Numeric values on a scale.
ExamplesUnit
Moisture content%
Protein concentrationmg/mL
AciditypH
Brix°Bx
Densityg/cm³
Continuous properties produce regression models. The model predicts a number.

Categorical properties

Discrete labels from a fixed list.
ExamplesCategories
Quality gradeA, B, C
OriginBrazil, Colombia, Ethiopia
Pass/FailPass, Fail
VarietyArabica, Robusta
Categorical properties produce classification models. The model predicts which category.
A categorical property must have at least 2 categories. If you have only one possible value, that’s not a prediction problem.

How samples and properties connect

A sample can have one value (called a target) for each property defined in the project. These connections are what enable model training. A sample can:
  • Have values for all defined properties
  • Have values for some properties only
  • Have no property values at all (useful for samples you only want to measure but not train on yet)

Order matters: define properties first

When you start a project, define your properties before adding samples. This way you can fill in property values as you add each sample, instead of going back later to update each one.
1

Define your properties

Go to Samples → Properties tab and create each property you want to predict.
2

Add samples

Switch to the Samples tab. As you add samples, fill in property values.
3

Upload spectra

Link spectra to existing samples (covered in Uploading spectra).

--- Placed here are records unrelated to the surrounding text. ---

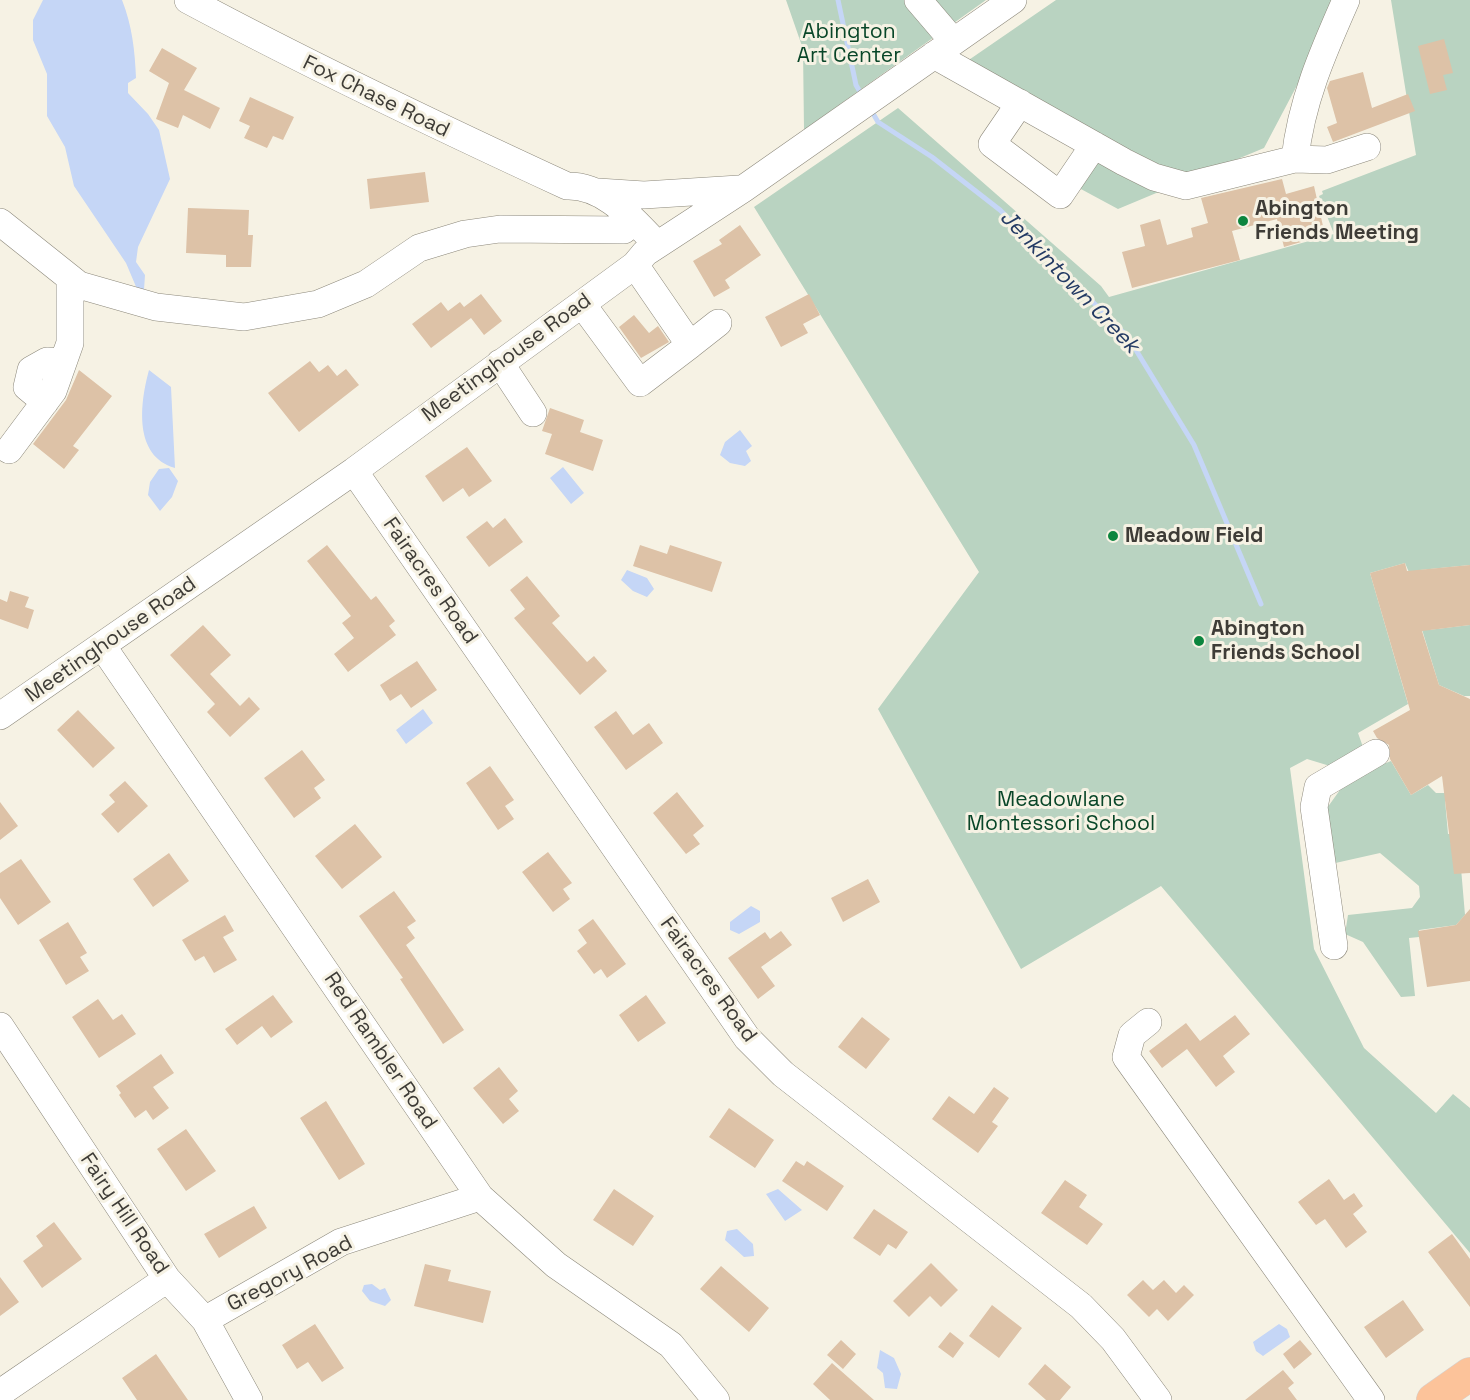 <!DOCTYPE html>
<html>
<head>
<meta charset="utf-8">
<style>
  body { margin:0 }
  canvas { display:block; background:#f6f2e4 }
</style>
</head>
<body>
<canvas width="1470" height="1400"></canvas>
<script>
const g = document.querySelector('canvas').getContext('2d');
g.lineJoin = 'round';
function paint(path, color) { g.fillStyle = color; g.fill(path, 'evenodd'); }
function stroke(path, color, width, dash) { g.strokeStyle = color; g.lineWidth = width; g.lineCap = dash ? 'butt' : 'round'; g.setLineDash(dash || []); g.stroke(path); }
function write(font, color, halo, rows, align = 'center') {
  g.font = font + ' "Space Grotesk",sans-serif'; g.lineWidth = 6; g.setLineDash([]); g.textBaseline = 'middle'; g.strokeStyle = halo; g.fillStyle = color; for (const [text, x, y, turn = 0] of rows) {
    g.save(); g.translate(x, y); g.rotate((+turn || 0) * Math.PI / 180); g.textAlign = isNaN(turn) ? turn : align; if (halo) g.strokeText(text, 0, 0); g.fillText(text, 0, 0); g.restore();
  }
}
paint(new Path2D(`
  M786,0H986L804,130L803,49Z
  M1056,0H1342L1264,148L1118,209L1079,188L1099,149L1031,111L944,77Z
  M1391,0H1470V565L1420,570V598L1405,563L1370,573L1408,704L1358,733L1363,747L1330,766L1307,759L1290,768L1314,949L1364,1048L1436,1113L1453,1094L1470,1108V1253L1161,886L1021,969L878,709L979,572L754,207L898,108L1101,286L1109,297L1334,234L1319,196L1323,194L1322,191L1416,155Z
  M1420,623L1428,630L1470,625V696H1464L1439,685Z
  M1391,761L1411,795L1428,785L1436,793H1447L1445,800L1448,834L1458,833L1465,915L1456,925L1419,930V937L1409,938L1415,996L1401,997L1363,942L1345,934L1348,915L1412,908L1420,897L1419,886L1380,853L1331,864L1322,815L1355,769L1376,767Z`), '#b9d3c1');
paint(new Path2D(`
  M43,0H122C132,25 135,51 136,78L128,83V93L148,114L159,130L170,179L138,247L136,262L145,275L144,290L137,289L126,263L74,186L65,147L47,116V74L33,40V20Z
  M149,370L171,387L175,468C133,456 140,403 149,370Z
  M740,430L752,446L746,451L751,461L745,466L730,463L720,455L725,442Z
  M563,467L584,493L571,504L550,478Z
  M169,468L178,481L172,497L160,511L148,495L150,482L159,469Z
  M627,570L647,578L654,589L647,597L633,591L621,580Z
  M423,709L433,723L406,744L396,730Z
  M751,906L760,911V922L739,934L730,930V922Z
  M778,1189L802,1210L785,1221L766,1194Z
  M737,1229L753,1244L754,1256L744,1257L725,1240L727,1231Z
  M372,1284L380,1290L385,1288L391,1300L385,1306L370,1301L362,1291L364,1285Z
  M1279,1324L1287,1329L1290,1337L1263,1356L1256,1351L1253,1342Z
  M880,1350L894,1358L901,1374L897,1389L885,1388L883,1373L877,1368Z`), '#c5d6f6');
stroke(new Path2D(`
  M838,0L856,85L863,97
  M871,110L878,122L932,157L1000,210L1128,337L1194,445L1261,604`), '#c5d6f6', 5);
paint(new Path2D(`
  M1444,39L1453,73L1443,75L1447,90L1430,94L1418,46Z
  M162,48L197,68L184,90L220,108L210,129L183,115L178,128L156,119L169,83L149,71Z
  M1363,72L1372,108L1408,94L1415,111L1333,142L1327,127L1337,123L1327,88L1330,81Z
  M250,97L294,117L283,140L273,136L267,148L244,138L250,126L239,121Z
  M425,172L429,202L370,209L367,179Z
  M1282,179L1286,194L1314,186L1325,235L1284,247L1277,219L1232,231L1240,260L1132,288L1122,252L1145,246L1140,225L1160,219L1167,245L1193,237L1191,228L1208,223L1201,198Z
  M188,208L249,210L248,235H253L251,267H226V255L186,253Z
  M740,225L761,255L725,280L730,288L714,297L693,261L722,244L719,240Z
  M481,294L502,321L484,335L471,318L431,348L412,324L441,302L448,311L460,302L464,307Z
  M809,294L820,315L803,324L808,333L781,347L765,317Z
  M634,315L649,333L658,326L669,342L641,358L619,327Z
  M310,361L319,372L328,365L337,376L346,369L359,385L299,432L268,393Z
  M79,370L112,396L73,446L79,450L64,469L33,444L66,400Z
  M550,408L584,420L580,432L603,440L593,471L545,454L552,434L542,431Z
  M467,447L492,481L469,497L463,488L443,502L425,476Z
  M505,518L523,542L489,567L466,537L487,521L493,528Z
  M327,545L371,600L376,596L395,621L389,626L396,635L348,672L334,654L354,638L342,623L351,616L307,561Z
  M640,545L667,554L670,545L722,562L712,592L633,566Z
  M1405,563L1407,571L1470,565V625L1422,631L1439,685L1470,699V873L1454,874L1442,776L1411,795L1390,759L1389,745L1377,738L1373,731L1410,710L1370,573Z
  M527,576L560,616L552,623L587,662L594,656L607,671L580,695L514,618L525,609L510,590Z
  M10,591L29,597L25,607L34,610L28,629L0,619V599L7,602Z
  M203,625L231,655L210,674L240,706L249,697L260,709L230,737L207,712L215,704L170,655Z
  M417,661L437,690L411,708L401,694L390,701L380,685Z
  M78,710L115,748L93,768L57,730Z
  M616,711L633,735L649,723L663,743L626,770L594,727Z
  M302,750L325,780L314,788L321,798L294,818L264,778Z
  M490,766L514,800L505,806L514,819L498,830L466,783Z
  M125,781L148,806L118,833L101,814L115,802L109,795Z
  M677,792L704,826L693,835L700,844L686,854L653,813Z
  M0,802L18,826L0,840Z
  M355,824L382,857L342,889L315,856Z
  M548,852L572,883L563,889L570,899L553,912L522,872Z
  M169,853L189,881L153,907L133,879Z
  M21,859L51,902L18,925L0,898V873Z
  M868,879L880,902L843,922L831,898Z
  M394,891L416,921L407,927L415,938L406,945L464,1030L443,1044L400,979L403,978L359,916Z
  M1470,909V981L1427,987L1418,931L1456,925Z
  M225,915L234,931L223,937L237,960L214,973L204,956L195,961L182,940Z
  M593,919L626,964L607,978L601,969L594,974L577,951L587,943L578,930Z
  M68,922L87,953L80,957L89,971L66,985L39,940Z
  M781,931L792,945L761,967L775,986L758,999L728,958L765,932L770,939Z
  M273,995L293,1022L271,1038L262,1026L237,1045L225,1029Z
  M646,995L666,1023L638,1042L619,1015Z
  M98,999L113,1020L122,1014L136,1034L99,1058L72,1017Z
  M1235,1015L1250,1034L1223,1056L1235,1072L1216,1087L1187,1049L1162,1068L1149,1051L1186,1023L1200,1041Z
  M862,1017L890,1039L866,1069L838,1047Z
  M161,1054L174,1073L153,1087L169,1108L153,1120L146,1110L135,1118L119,1095L121,1093L116,1086Z
  M499,1067L518,1091L509,1099L519,1111L503,1124L473,1088Z
  M994,1087L1009,1098L992,1122L998,1126L978,1153L932,1119L949,1096L974,1114Z
  M326,1101L365,1164L339,1180L300,1118Z
  M729,1108L774,1140L755,1168L709,1137Z
  M186,1129L216,1171L186,1191L157,1149Z
  M796,1161L804,1166L807,1161L844,1186L827,1211L782,1181Z
  M1329,1179L1344,1200L1354,1193L1363,1206L1353,1214L1367,1232L1346,1248L1325,1219L1316,1225L1298,1202Z
  M1065,1180L1087,1195L1079,1207L1103,1224L1087,1245L1041,1213Z
  M614,1189L654,1216L633,1246L593,1220Z
  M254,1206L267,1228L219,1258L204,1234Z
  M874,1209L908,1232L896,1249L888,1244L880,1256L853,1238Z
  M54,1222L82,1259L42,1288L23,1261L43,1246L36,1236Z
  M1452,1234L1470,1259V1307L1428,1252Z
  M931,1263L958,1290L941,1307L930,1296L909,1317L893,1301Z
  M425,1264L451,1270L448,1281L491,1291L483,1323L414,1306Z
  M721,1266L769,1308L749,1332L700,1289Z
  M0,1277L19,1302L0,1316Z
  M1143,1280L1153,1290L1164,1280L1176,1293L1184,1285L1194,1295L1168,1321L1157,1309L1149,1317L1127,1295Z
  M1403,1300L1424,1330L1386,1358L1364,1327Z
  M992,1305L1022,1328L999,1358L969,1336Z
  M315,1324L344,1368L322,1382L308,1362L297,1369L282,1345Z
  M950,1332L964,1343L953,1358L938,1347Z
  M841,1340L856,1354L843,1369L827,1355Z
  M1300,1340L1312,1354L1294,1369L1283,1354Z
  M156,1354L188,1400H137L122,1378Z
  M832,1363L874,1400H830L813,1384Z
  M1045,1364L1071,1387L1060,1400H1046L1028,1384Z
  M1283,1370L1294,1383L1288,1388L1297,1400H1245Z`), '#ddc2a7');
const minor = new Path2D(`
  M188,0C313,67 439,127 567,186C602,185 628,214 650,237
  M918,0L953,41
  M934,55L1124,162L1154,177L1186,186L1295,159C1301,102 1323,52 1346,0
  M1020,103L992,144L1060,195L1094,145
  M1295,159L1327,160L1367,147
  M598,192L644,195L739,189
  M0,222L79,285L156,307L244,317L318,304L366,284L419,248L465,234L500,229L624,230
  M582,304L640,383L690,345L635,265
  M690,345L718,323
  M500,363L533,413
  M45,402L27,387L31,370L47,361L63,362
  M9,450L53,391L70,343V278
  M354,471L747,1038L783,1074L1081,1306L1113,1339L1158,1400
  M103,647L480,1197L556,1265L671,1345L716,1400
  M0,716L354,471L635,265L645,253L743,189L1013,0
  M1334,946L1314,807L1318,787L1376,753
  M1148,1022L1132,1035L1126,1057L1371,1400
  M0,1026L167,1279L205,1320L249,1400
  M205,1320L341,1242L480,1197
  M0,1393L167,1279`);
const major = new Path2D(`
  M1433,1400L1470,1374`);
stroke(minor, '#8c887b', 28);
stroke(major, '#d5d4d3', 34);
stroke(minor, '#fff', 27);
stroke(major, '#fcc39a', 33);
for (const [x, y, r, color] of [
  [1243,221,6,"#0c853e"],
  [1113,536,6,"#0c853e"],
  [1199,641,6,"#0c853e"]
]) { const dot = new Path2D(); dot.arc(x, y, r, 0, 2 * Math.PI); g.fillStyle = color; g.fill(dot); stroke(dot, '#f6f2e4', 2); }
write('21px', '#094628', '#f6f2e4', [
  ["Abington",849,32],
  ["Art Center",849,56],
  ["Meadowlane",1061,800],
  ["Montessori School",1061,824]
]);
write('21px', '#3e3c37', '#f6f2e4', [
  ["Fox Chase Road",376,97,26],
  ["Meetinghouse Road",507,358,-36],
  ["Fairacres Road",430,581,55],
  ["Meetinghouse Road",111,640,-35],
  ["Fairacres Road",708,980,54],
  ["Red Rambler Road",380,1051,56],
  ["Fairy Hill Road",124,1214,56],
  ["Gregory Road",290,1274,-28]
]);
write('bold 21px', '#3e3c37', '#f6f2e4', [
  ["Abington",1255,209],
  ["Friends Meeting",1255,233],
  ["Meadow Field",1125,536],
  ["Abington",1211,629],
  ["Friends School",1211,653]
], 'left');
write('italic 22px', '#243b64', '#f6f2e4', [
  ["Jenkintown Creek",1069,282,46]
]);
</script>
</body>
</html>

How many samples do I need?

There is no fixed minimum. Reliability depends on the diversity of your data and the difficulty of the prediction problem.
GoalRecommended sample count
Quick prototype, exploration20–50
Production-ready regression model100–300
Robust classification with multiple categories50+ samples per category
The diversity of your samples matters more than the count. 100 samples spanning the full range of property values produces a better model than 1000 samples clustered in a narrow range.